The Dalai Lama once said that sleep is the best meditation and I’ve often found this to be true; having gone to bed with a problem on my mind and waking up with the solution the next morning.
There is so much we still don’t understand about how our brains work and how exactly sleep aids in the process, but research has uncovered a number of interesting facts. What science does prove is that sleep is instrumental in the creation and retention of new memories.
Dr Matthew P Walker, director of the Sleep and Neuroimaging Laboratory in Boston, unpacks what we do know about sleep’s effect on the brain in this Google Tech Talk:
It’s quite a long talk so I’ve broken it down into its relevant segments here:
What is sleep?
From minutes 3 to 10 Dr Walker deals with the basics of what sleep is i.e. REM (Rapid Eye Movement) and NREM (Non-Rapid Eye Movement) sleep. NREM is further subdivided into four stages (1 through 4) with stages 3 and 4 providing the deepest sleep. While a person in deep sleep might seem to be complete dormant, this is actually the sleep phase where your brain is most active (more so than when you’re awake), making these stages of the nightly sleep cycle incredibly important. REM sleep on the other hand is the phase when most people dream.
A sleep cycle typically lasts 90 minutes during which the brain will alternate between REM and NREM sleep. You can learn more about how these cycles normally play out here.
What sleep does
Minutes 10 to 16 explores the known purposes of sleep by looking at the effects of pulling an all-nighter. This was done by conducting a simple experiment wherein both groups of students were awake during the first day, but that night one group was kept awake in the lab while the other got a full 8 hours of sleep. The next day the students are asked to cram a number of facts into their brains and are then quizzed two days later (after both groups were given the opportunity to sleep well for two nights).
The results? The sleep deprived students had a 40% deficit in their ability to make new memories. Research has shown that the part of the brain called the hippocampus is essential in forming new memories, but that it is impaired in people who are sleep deprived.

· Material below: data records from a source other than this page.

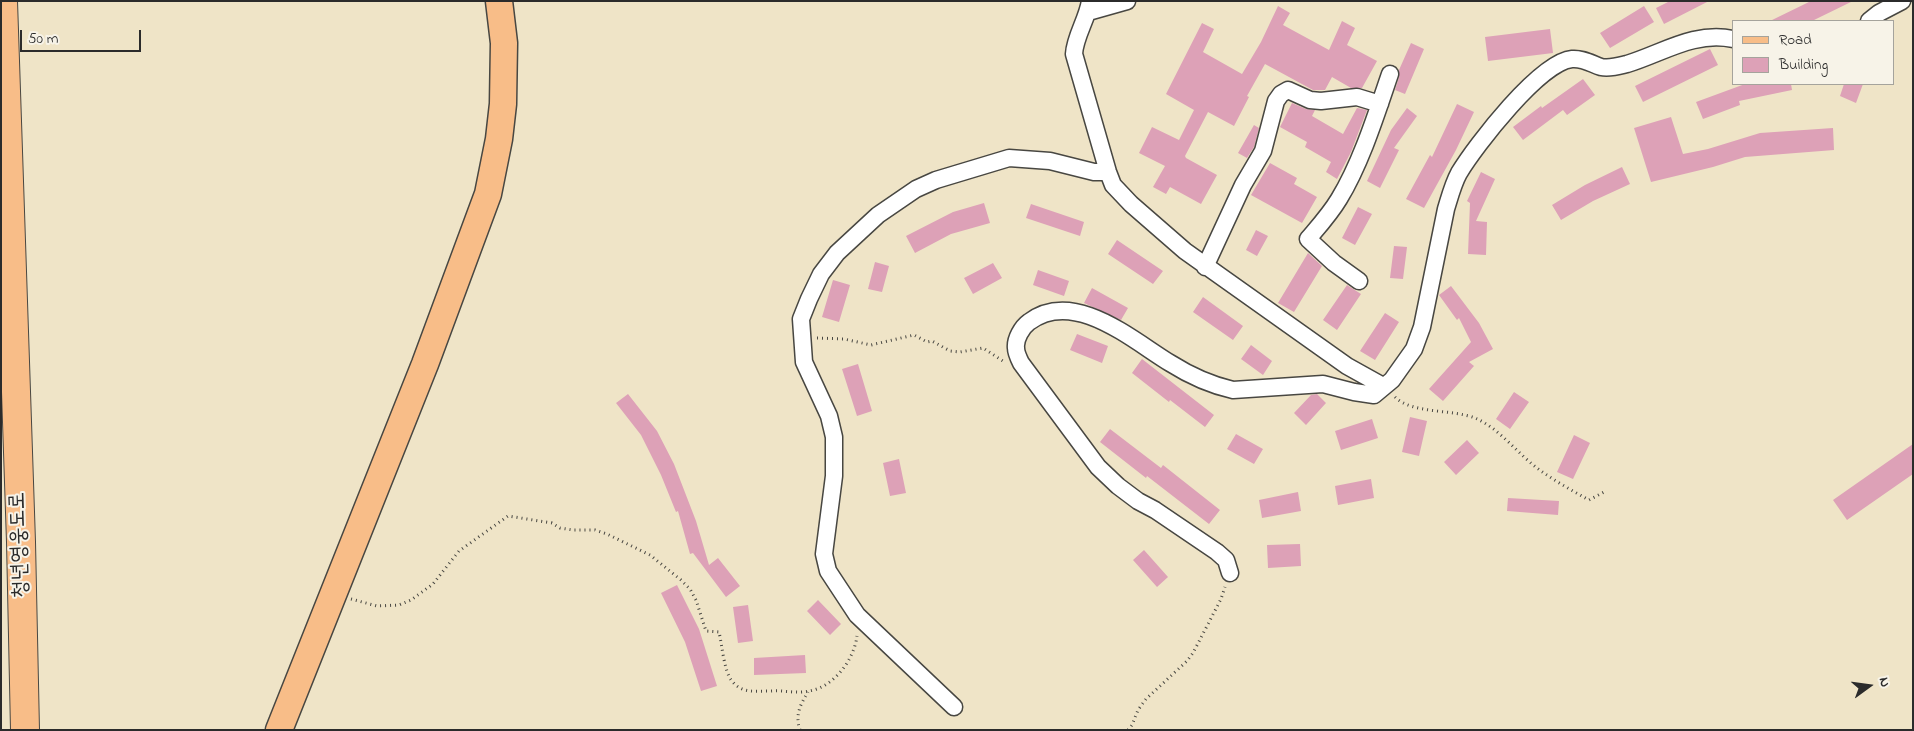 <!DOCTYPE html>
<meta charset="utf-8">
<style>
body{margin:0}
#map{position:relative;width:1914px;height:731px;overflow:hidden;background:#efe4c7;font-family:"Indie Flower",sans-serif}
canvas{display:block}
.frame{position:absolute;inset:0;border:2px solid #2b2b2b;pointer-events:none}
.legend{position:absolute;left:1732px;top:20px;width:162px;height:65px;box-sizing:border-box;background:#f7f3e8;border:1px solid #a5a39c;margin:0;padding:6px 9px;list-style:none;font-size:15px;color:#2b2b2b}
.legend li{display:flex;align-items:center;gap:10px;height:25px}
.legend b{width:25px;border:1px solid #a5a39c}
.north{position:absolute;left:1844px;top:661px;width:50px;height:50px;-webkit-text-stroke:4px #f7f3e8;paint-order:stroke;rotate:76deg;font-size:14px;font-weight:700;line-height:20px;text-align:center;color:#2b2b2b}
.north::after{content:'';display:block;margin:auto;width:18px;height:22px;background:#2b2b2b;clip-path:polygon(50% 0,100% 100%,50% 72%,0 100%)}
.scale{position:absolute;left:20px;top:30px;width:121px;height:22px;box-sizing:border-box;border:2px solid #2b2b2b;border-top:0;padding-left:6px;font-size:15px;line-height:18px;white-space:nowrap;color:#2b2b2b;-webkit-text-stroke:4px #f7f3e8;paint-order:stroke}
</style>
<div id="map">
<canvas width="1914" height="731"></canvas>
<div class="frame"></div>
<ul class="legend">
<li><b style="height:6px;background:#f8bd88"></b>Road</li>
<li><b style="height:14px;background:#dda1b7"></b>Building</li>
</ul>
<div class="north">N</div>
<div class="scale">50 m</div>
</div>
<script>
const ctx = document.querySelector('canvas').getContext('2d');
ctx.lineJoin = 'round';
function paint(path, color) { ctx.fillStyle = color; ctx.fill(path, 'evenodd'); }
function trace(path, color, width, dash) { ctx.strokeStyle = color; ctx.lineWidth = width; ctx.lineCap = dash ? 'butt' : 'round'; ctx.setLineDash(dash || []); ctx.stroke(path); }
function label(font, color, halo, rows, align = 'center') {
  ctx.font = font + ' "Indie Flower","Poor Story",sans-serif'; ctx.lineWidth = 4; ctx.setLineDash([]); ctx.textBaseline = 'middle'; ctx.strokeStyle = halo; ctx.fillStyle = color; for (const [text, x, y, turn = 0] of rows) {
    ctx.save(); ctx.translate(x, y); ctx.rotate((+turn || 0) * Math.PI / 180); ctx.textAlign = isNaN(turn) ? turn : align; if (halo) ctx.strokeText(text, 0, 0); ctx.fillText(text, 0, 0); ctx.restore();
  }
}
const building = new Path2D(`
 M1670,1h39l-45,23 -8,-16z
 M1811,1h42l-41,20h-42z
 M1278,6l12,7 -7,12 46,25 13,-29 13,7 -8,17 30,16 -15,27h-11l-19,-11 -7,13h-12l-48,-26 -18,32 2,1 -15,29 -26,-14 -23,44 1,2 31,17 -16,29 -31,-17 -4,7 -13,-7 12,-21 -26,-13 13,-26 27,13 15,-30 -28,-16 36,-71 12,6 -11,23 39,22 19,-32z
 M1644,6l10,16 -44,26 -10,-15z
 M1550,29l3,24 -65,8 -3,-24z
 M1411,43l13,6 -19,45 -10,-4 4,-13v-7z
 M1710,49l8,16 -75,37 -8,-16z
 M1583,79l12,16 -28,20 -4,-5 -40,30 -10,-13 28,-21 1,2z
 M1745,84h46l1,6 -53,11 1,4 -37,14 -7,-17z
 M1844,84h19l-7,19 -16,-7z
 M1292,103l14,6 9,1 -3,6 31,18 14,-26 10,2 -16,42 -14,27 -11,-7 5,-10 -26,-15 2,-5 -27,-15z
 M1457,104l17,8 -18,38 -32,58 -18,-9 24,-44 2,2z
 M1407,108l10,8 -23,32 5,2 -19,38 -13,-7 24,-51z
 M1671,117l12,37 25,-5 52,-16 73,-5 1,22 -89,7 -32,10 -62,15 -17,-54z
 M1254,125l5,3 -5,19 -7,11 -9,-5z
 M1270,163l27,15 -3,6 23,13 -15,26 -51,-28z
 M1622,167l8,17 -37,17 -32,19 -9,-15 33,-20z
 M1481,172l14,7 -19,42 11,1 -1,33 -18,-1 2,-51 -3,-2z
 M984,203l6,20 -39,11 -36,19 -9,-17 47,-24z
 M1031,204l53,18 -4,14 -54,-18z
 M1358,207l14,7 -17,31 -13,-7z
 M1256,230l12,6 -11,20 -11,-6z
 M1117,240l46,31 -10,13 -45,-30z
 M1394,246l13,1 -4,32 -13,-1z
 M1308,253l14,13 -28,46 -16,-9z
 M875,262l14,4 -7,26 -14,-3z
 M993,263l9,15 -29,16 -9,-16z
 M1038,270l31,11 -5,15 -31,-11z
 M833,280l17,5 -11,37 -17,-5z
 M1347,285l14,9 -24,36 -14,-10z
 M1451,286l28,37 14,26 -24,13 5,4 -31,35 -14,-12 42,-47 -12,-24 -2,2 -18,-25z
 M1092,288l36,20 -7,12 -37,-17z
 M1203,297l40,29 -10,14 -40,-28z
 M1385,313l14,9 -24,38 -15,-9z
 M1077,334l31,12 -6,17 -32,-13z
 M1251,345l21,16 -9,14 -22,-16z
 M1142,359l72,56 -9,12 -35,-27 -1,2 -37,-29z
 M858,364l14,47 -15,5 -15,-47z
 M1514,392l15,10 -19,27 -14,-10z
 M628,394l29,37 17,33 22,57 13,44 9,-7 22,28 -14,11 -33,-44 -3,1 -12,-43 -2,1 -15,-37 -20,-40 -25,-32z
 M1317,394l9,9 -20,22 -12,-12 17,-18z
 M1410,417l17,4 -8,35 -17,-4z
 M1372,419l6,19 -37,12 -6,-19z
 M1110,429l51,39 2,-3 57,45 -11,14 -62,-48 -1,2 -46,-36z
 M1236,434l27,15 -9,15 -27,-15z
 M1574,435l16,8 -17,36 -16,-7z
 M1467,440l12,13 -23,22 -12,-13z
 M1913,444v30l-66,46 -14,-20z
 M899,459l7,34 -16,3 -7,-33z
 M1371,479l3,19 -36,7 -3,-19z
 M1298,492l3,19 -39,7 -3,-18z
 M1508,498l51,3 -1,14 -51,-4z
 M1300,544l1,22 -33,2 -1,-23z
 M1144,550l24,27 -11,10 -24,-27z
 M677,585l22,44 18,57 -16,5 -16,-49 -24,-49z
 M818,600l23,24 -11,11 -23,-24z
 M748,605l5,36 -15,2 -5,-36z
 M805,655l1,18 -52,2v-17z`);
const path = new Path2D(`
 M817,338l27,1 27,6 43,-10 13,7 5,-1 18,10 10,1 23,-4 20,13
 M1395,397c17,17 57,12 80,21 24,10 41,34 62,50 16,12 34,22 52,32l17,-9
 M351,599l26,7 22,-1 12,-5 22,-16 26,-33 49,-35 44,7 8,5 13,2h22l12,4 43,21 31,25 9,9 6,11 10,31 13,1c3,12 5,40 13,49 10,13 24,10 39,10 12,-1 26,3 38,0 25,-4 45,-31 48,-55
 M800,730c-5,-15 0,-25 8,-38
 M1128,730l4,-5 6,-15 8,-11 41,-38 6,-8 28,-54 4,-12`);
const street = new Path2D(`
 M1090,1c-3,19 -15,35 -16,53l34,118 5,13 18,19 54,47 162,115 36,20
 M1088,12l39,-11
 M1869,21l10,-8 23,-12
 M1205,267l38,-82 20,-34 13,-50 5,-7 7,-4 22,10 11,1 36,-4 23,7
 M1359,281l-25,-18 -26,-24c11,-13 22,-25 31,-40 22,-36 37,-84 51,-125
 M1230,573l-4,-13 -9,-8 -62,-42 -17,-9 -20,-15 -20,-19 -77,-104c-2,-4 -5,-10 -5,-15 -1,-9 6,-21 13,-26 45,-34 103,18 141,41 19,12 41,22 63,27l90,-6 31,8 20,3 18,-15 22,-31 8,-22 24,-118c4,-13 7,-25 13,-36 17,-28 81,-111 113,-114 11,-1 20,5 29,8 9,2 18,-1 26,-3 36,-11 67,-33 106,-25
 M954,707l-97,-92 -29,-44 -4,-17 10,-78v-39l-5,-21 -25,-54 -3,-43 8,-20 12,-25 16,-21 41,-38 38,-26 20,-9 73,-22 41,3 44,11h14`);
const primary = new Path2D(`
 M279,730l146,-366 63,-170 11,-55 4,-35 1,-61 -5,-42`);
const highway = new Path2D(`
 M3,1l18,541 4,188`);
const streetNames = [
 ["청년영웅도로",21,545,-92]
];
paint(building, '#dda1b7');
trace(street, '#484742', 19);
trace(primary, '#484742', 29);
trace(highway, '#484742', 30);
trace(path, '#484742', 3, [1, 4]);
trace(street, '#fff', 16);
trace(primary, '#f8bd88', 26);
trace(highway, '#f8bd88', 28);
label('22px', '#2b2b2b', '#f7f3e8', streetNames);
</script>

The Hippocampus – the Brain’s USB
Imagine that the hippocampus works like a USB stick – it can store information quickly, but has limited storage capacity. Sleep helps move the new memories stored in the hippocampus that day to the cortex (or hard drive), freeing it up to collect new memories the next day. Dr Walker points out that it also helps to sleep well after learning as it helps to ‘save’ the memories to the cortex.
Long story short – sleep allows the brain to sort the data it gained during the day, storing the relevant information in the right place. Sleep deprivation short circuits this process leading to memory loss / impaired brain function.